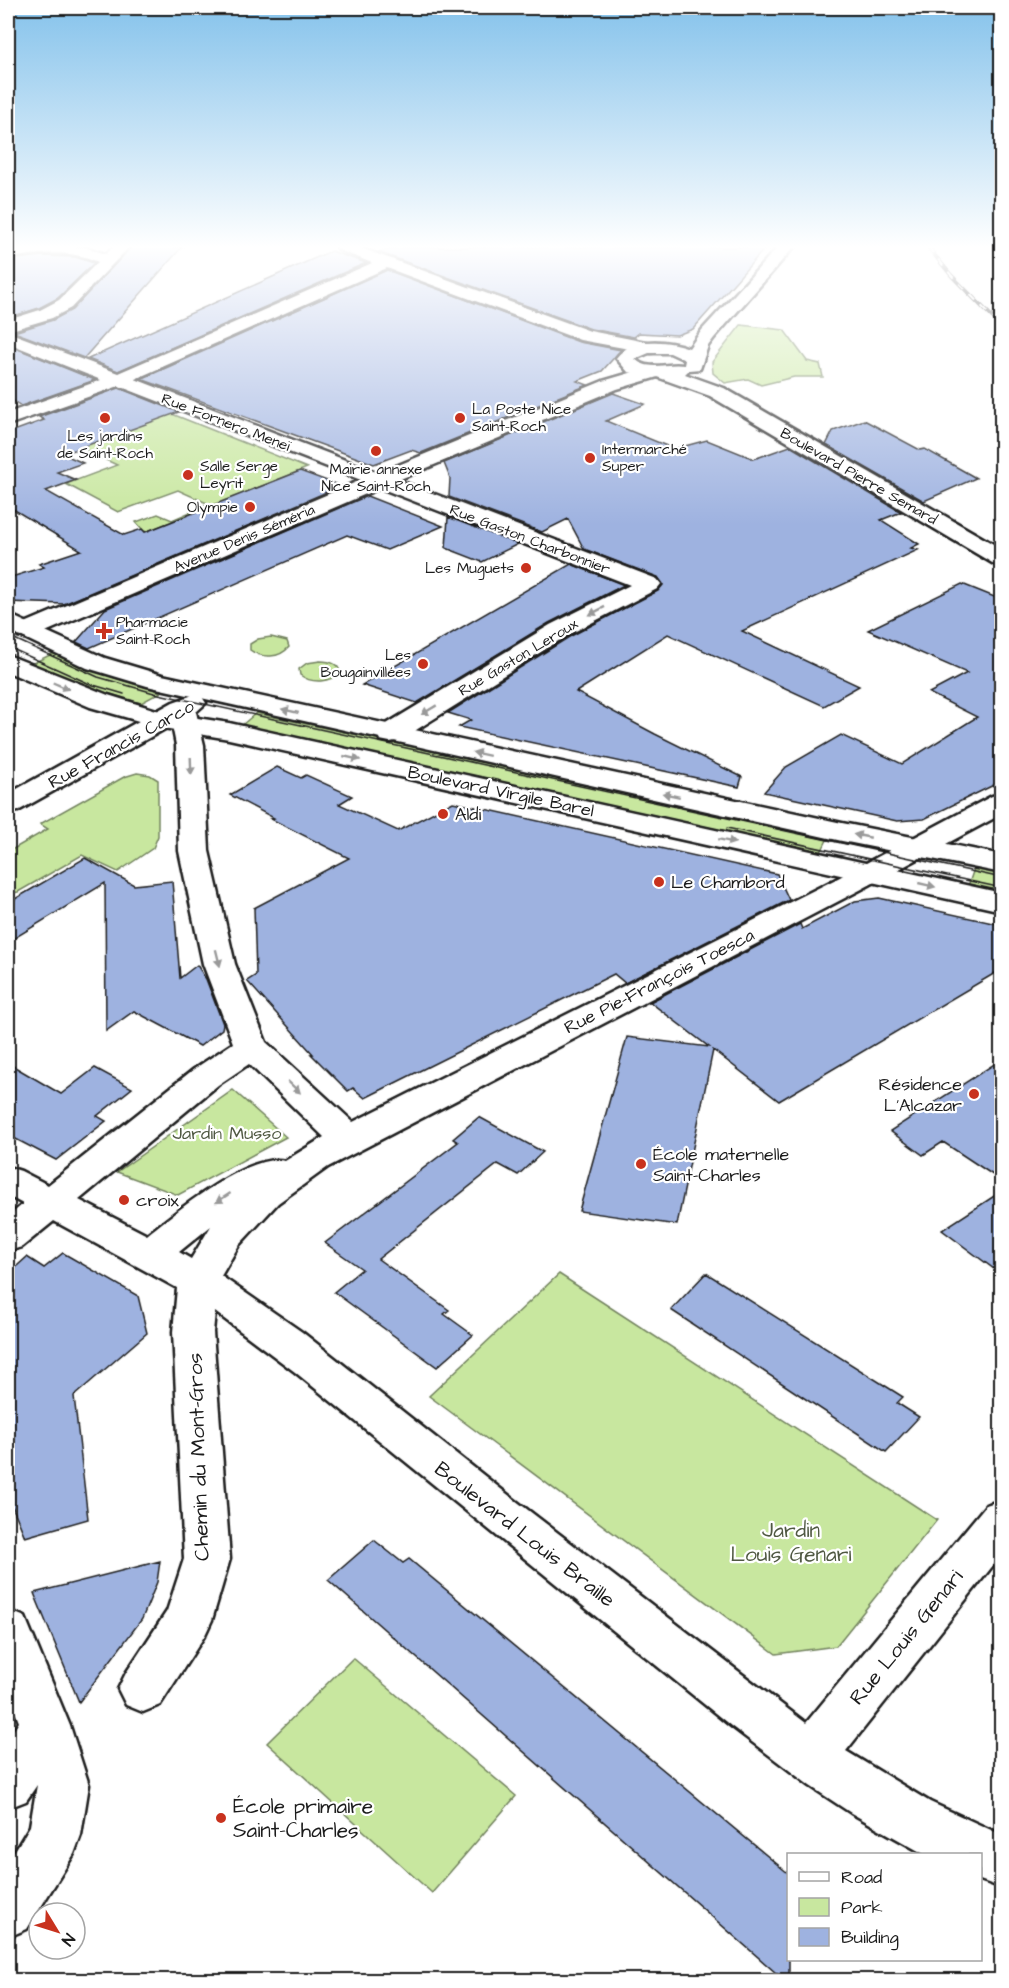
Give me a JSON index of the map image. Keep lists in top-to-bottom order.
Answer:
{
  "streets": {
    "street": [
      "Rue Fornero Meneï",
      "Boulevard Pierre Semard",
      "Avenue Denis Séméria",
      "Rue Gaston Charbonnier",
      "Rue Gaston Leroux",
      "Rue Francis Carco",
      "Boulevard Virgile Barel",
      "Rue Pie-François Toesca",
      "Chemin du Mont-Gros",
      "Boulevard Louis Braille",
      "Rue Louis Genari"
    ]
  },
  "crossings": [
    ["Rue Fornero Meneï", "Avenue Denis Séméria"],
    ["Rue Fornero Meneï", "Rue Gaston Charbonnier"],
    ["Boulevard Pierre Semard", "Avenue Denis Séméria"],
    ["Avenue Denis Séméria", "Rue Gaston Charbonnier"],
    ["Avenue Denis Séméria", "Boulevard Virgile Barel"],
    ["Rue Gaston Charbonnier", "Rue Gaston Leroux"],
    ["Rue Gaston Leroux", "Boulevard Virgile Barel"],
    ["Rue Francis Carco", "Boulevard Virgile Barel"],
    ["Boulevard Virgile Barel", "Rue Pie-François Toesca"],
    ["Chemin du Mont-Gros", "Boulevard Louis Braille"],
    ["Boulevard Louis Braille", "Rue Louis Genari"]
  ],
  "one_way": ["Rue Gaston Leroux"],
  "parks": ["Jardin Musso", "Jardin Louis Genari"],
  "places": {
    "other": [
      "Les jardins de Saint-Roch",
      "La Poste Nice Saint-Roch",
      "Mairie annexe Nice Saint-Roch",
      "Intermarché Super",
      "Salle Serge Leyrit",
      "Olympie",
      "Les Muguets",
      "Les Bougainvillées",
      "Aldi",
      "Le Chambord",
      "Résidence L'Alcazar",
      "École maternelle Saint-Charles",
      "croix",
      "École primaire Saint-Charles"
    ],
    "health": ["Pharmacie Saint-Roch"]
  },
  "legend": ["Road", "Park", "Building"],
  "north": "bottom right"
}
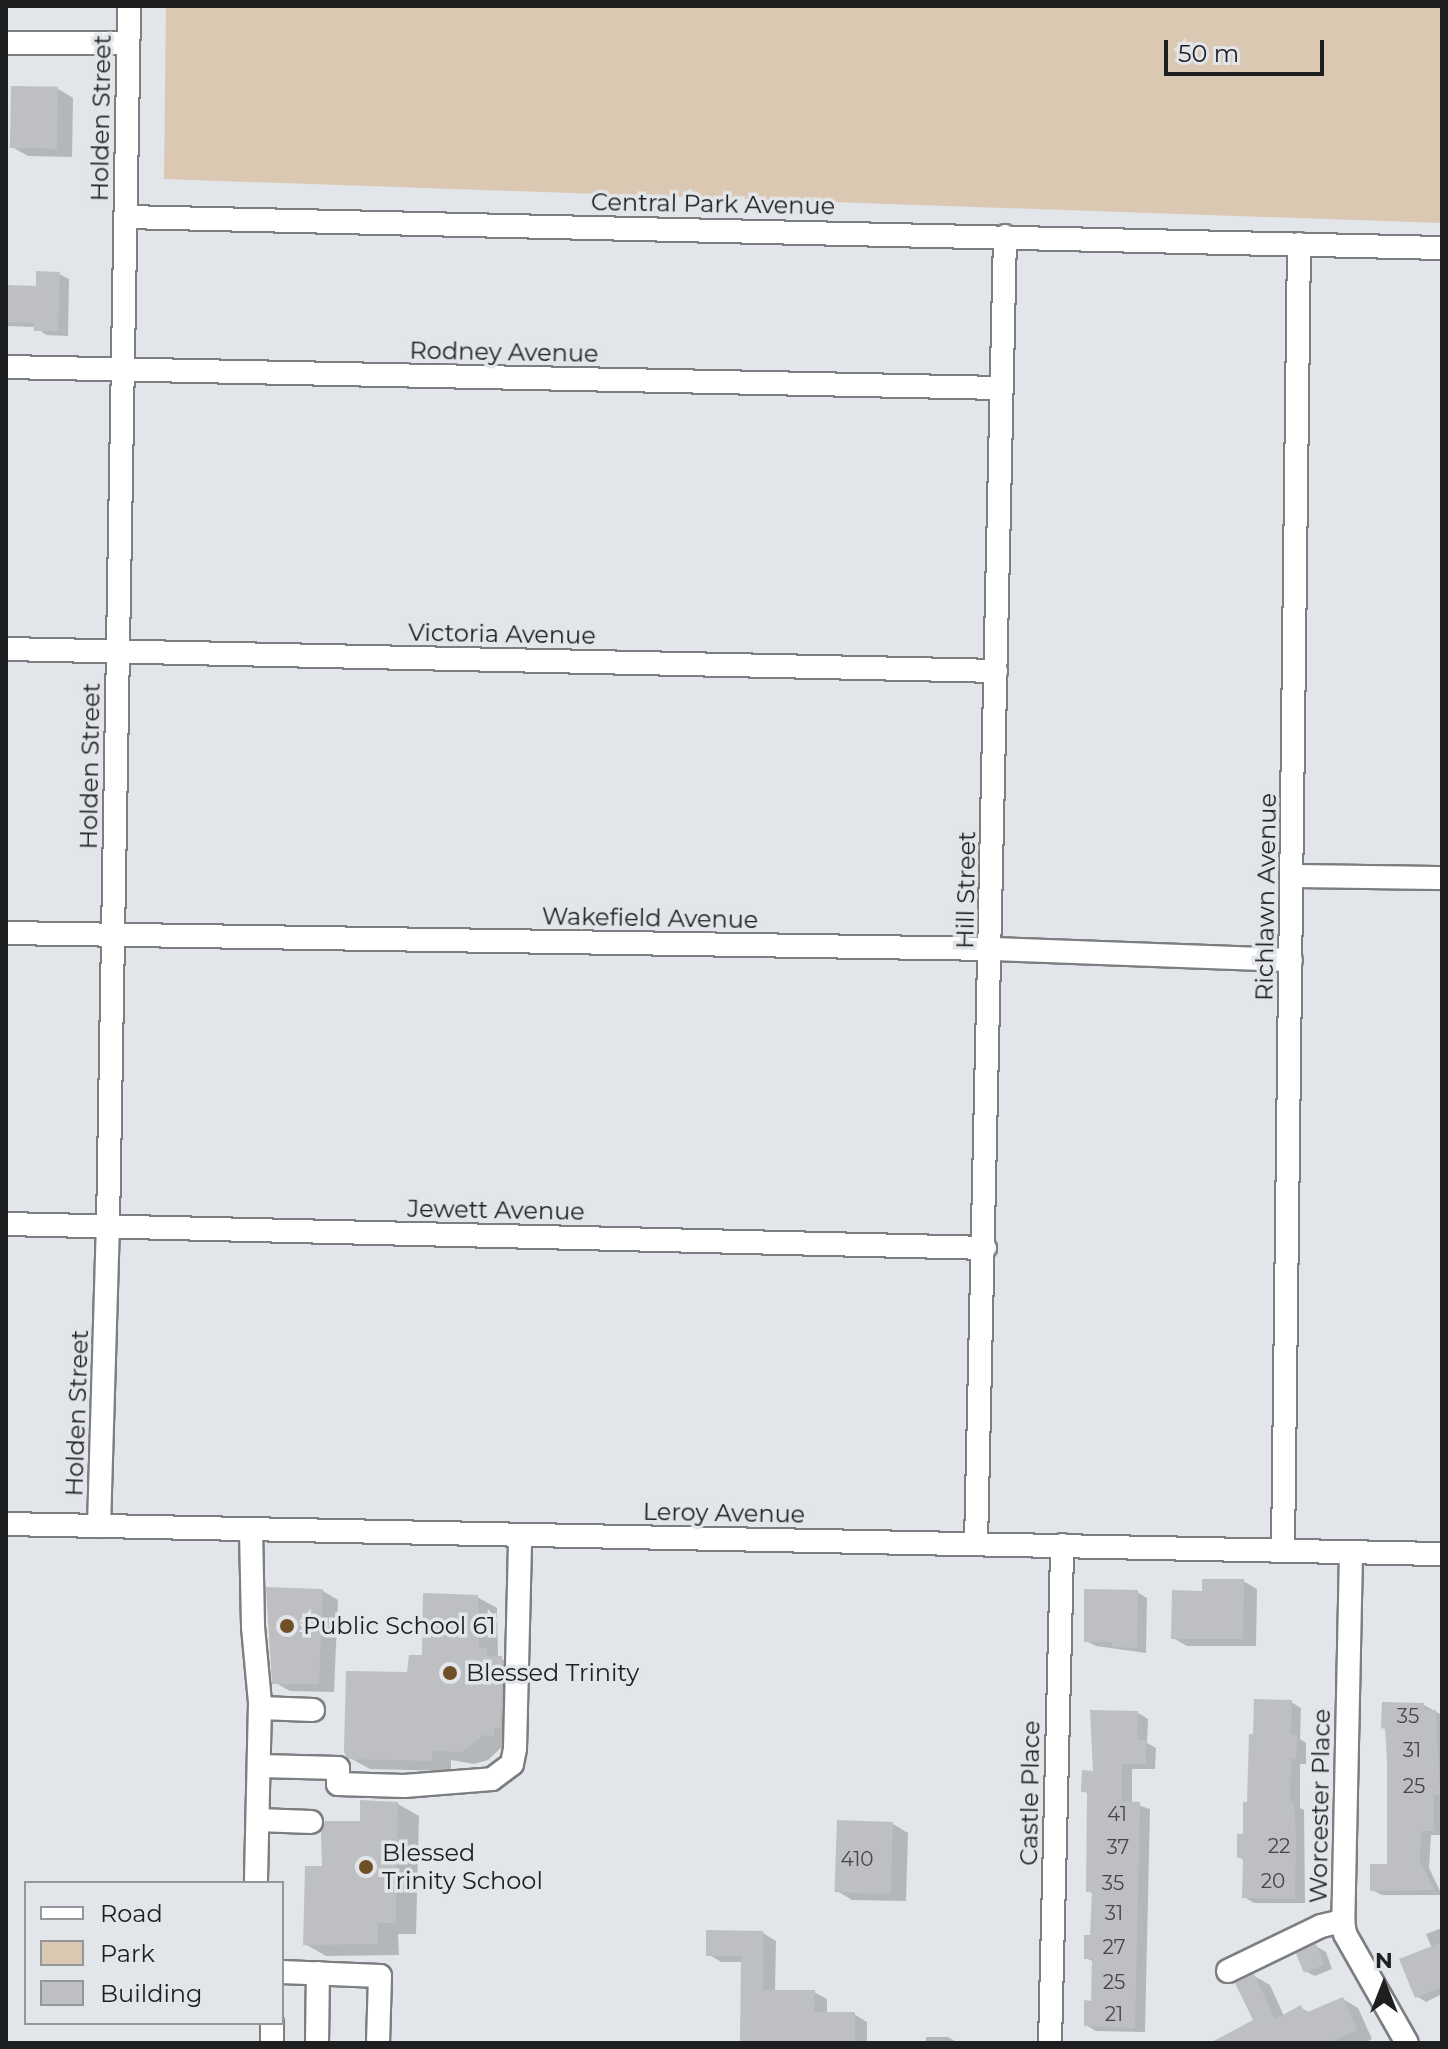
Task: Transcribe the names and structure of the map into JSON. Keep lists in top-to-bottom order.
{
  "streets": {
    "street": [
      "Holden Street",
      "Central Park Avenue",
      "Rodney Avenue",
      "Victoria Avenue",
      "Hill Street",
      "Richlawn Avenue",
      "Wakefield Avenue",
      "Jewett Avenue",
      "Leroy Avenue",
      "Castle Place",
      "Worcester Place"
    ]
  },
  "crossings": [
    ["Holden Street", "Central Park Avenue"],
    ["Holden Street", "Rodney Avenue"],
    ["Holden Street", "Victoria Avenue"],
    ["Holden Street", "Wakefield Avenue"],
    ["Holden Street", "Jewett Avenue"],
    ["Holden Street", "Leroy Avenue"],
    ["Central Park Avenue", "Hill Street"],
    ["Central Park Avenue", "Richlawn Avenue"],
    ["Rodney Avenue", "Hill Street"],
    ["Victoria Avenue", "Hill Street"],
    ["Hill Street", "Wakefield Avenue"],
    ["Hill Street", "Jewett Avenue"],
    ["Hill Street", "Leroy Avenue"],
    ["Richlawn Avenue", "Wakefield Avenue"],
    ["Richlawn Avenue", "Leroy Avenue"],
    ["Leroy Avenue", "Castle Place"],
    ["Leroy Avenue", "Worcester Place"]
  ],
  "places": ["Public School 61", "Blessed Trinity", "Blessed Trinity School"],
  "house_numbers": [
    "35",
    "31",
    "25",
    "41",
    "22",
    "37",
    "410",
    "20",
    "35",
    "31",
    "27",
    "25",
    "21"
  ],
  "legend": ["Road", "Park", "Building"],
  "scale_bar": "50 m",
  "north": "top"
}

◆ ◆ ◆

* [WHAT YOU ARE ASKED TO DO] Restate the entire listing word for word, excluding pictures.

* [REPLY TO THE TASK]
Give me a JSON index of the map image. Keep lists in top-to-bottom order.
Answer:
{
  "streets": {
    "street": [
      "Rue Fornero Meneï",
      "Boulevard Pierre Semard",
      "Avenue Denis Séméria",
      "Rue Gaston Charbonnier",
      "Rue Gaston Leroux",
      "Rue Francis Carco",
      "Boulevard Virgile Barel",
      "Rue Pie-François Toesca",
      "Chemin du Mont-Gros",
      "Boulevard Louis Braille",
      "Rue Louis Genari"
    ]
  },
  "crossings": [
    ["Rue Fornero Meneï", "Avenue Denis Séméria"],
    ["Rue Fornero Meneï", "Rue Gaston Charbonnier"],
    ["Boulevard Pierre Semard", "Avenue Denis Séméria"],
    ["Avenue Denis Séméria", "Rue Gaston Charbonnier"],
    ["Avenue Denis Séméria", "Boulevard Virgile Barel"],
    ["Rue Gaston Charbonnier", "Rue Gaston Leroux"],
    ["Rue Gaston Leroux", "Boulevard Virgile Barel"],
    ["Rue Francis Carco", "Boulevard Virgile Barel"],
    ["Boulevard Virgile Barel", "Rue Pie-François Toesca"],
    ["Chemin du Mont-Gros", "Boulevard Louis Braille"],
    ["Boulevard Louis Braille", "Rue Louis Genari"]
  ],
  "one_way": ["Rue Gaston Leroux"],
  "parks": ["Jardin Musso", "Jardin Louis Genari"],
  "places": {
    "other": [
      "Les jardins de Saint-Roch",
      "La Poste Nice Saint-Roch",
      "Mairie annexe Nice Saint-Roch",
      "Intermarché Super",
      "Salle Serge Leyrit",
      "Olympie",
      "Les Muguets",
      "Les Bougainvillées",
      "Aldi",
      "Le Chambord",
      "Résidence L'Alcazar",
      "École maternelle Saint-Charles",
      "croix",
      "École primaire Saint-Charles"
    ],
    "health": ["Pharmacie Saint-Roch"]
  },
  "legend": ["Road", "Park", "Building"],
  "north": "bottom right"
}
Task: Transcribe the names and structure of the map into JSON. Keep lists in top-to-bottom order.
{
  "streets": {
    "street": [
      "Holden Street",
      "Central Park Avenue",
      "Rodney Avenue",
      "Victoria Avenue",
      "Hill Street",
      "Richlawn Avenue",
      "Wakefield Avenue",
      "Jewett Avenue",
      "Leroy Avenue",
      "Castle Place",
      "Worcester Place"
    ]
  },
  "crossings": [
    ["Holden Street", "Central Park Avenue"],
    ["Holden Street", "Rodney Avenue"],
    ["Holden Street", "Victoria Avenue"],
    ["Holden Street", "Wakefield Avenue"],
    ["Holden Street", "Jewett Avenue"],
    ["Holden Street", "Leroy Avenue"],
    ["Central Park Avenue", "Hill Street"],
    ["Central Park Avenue", "Richlawn Avenue"],
    ["Rodney Avenue", "Hill Street"],
    ["Victoria Avenue", "Hill Street"],
    ["Hill Street", "Wakefield Avenue"],
    ["Hill Street", "Jewett Avenue"],
    ["Hill Street", "Leroy Avenue"],
    ["Richlawn Avenue", "Wakefield Avenue"],
    ["Richlawn Avenue", "Leroy Avenue"],
    ["Leroy Avenue", "Castle Place"],
    ["Leroy Avenue", "Worcester Place"]
  ],
  "places": ["Public School 61", "Blessed Trinity", "Blessed Trinity School"],
  "house_numbers": [
    "35",
    "31",
    "25",
    "41",
    "22",
    "37",
    "410",
    "20",
    "35",
    "31",
    "27",
    "25",
    "21"
  ],
  "legend": ["Road", "Park", "Building"],
  "scale_bar": "50 m",
  "north": "top"
}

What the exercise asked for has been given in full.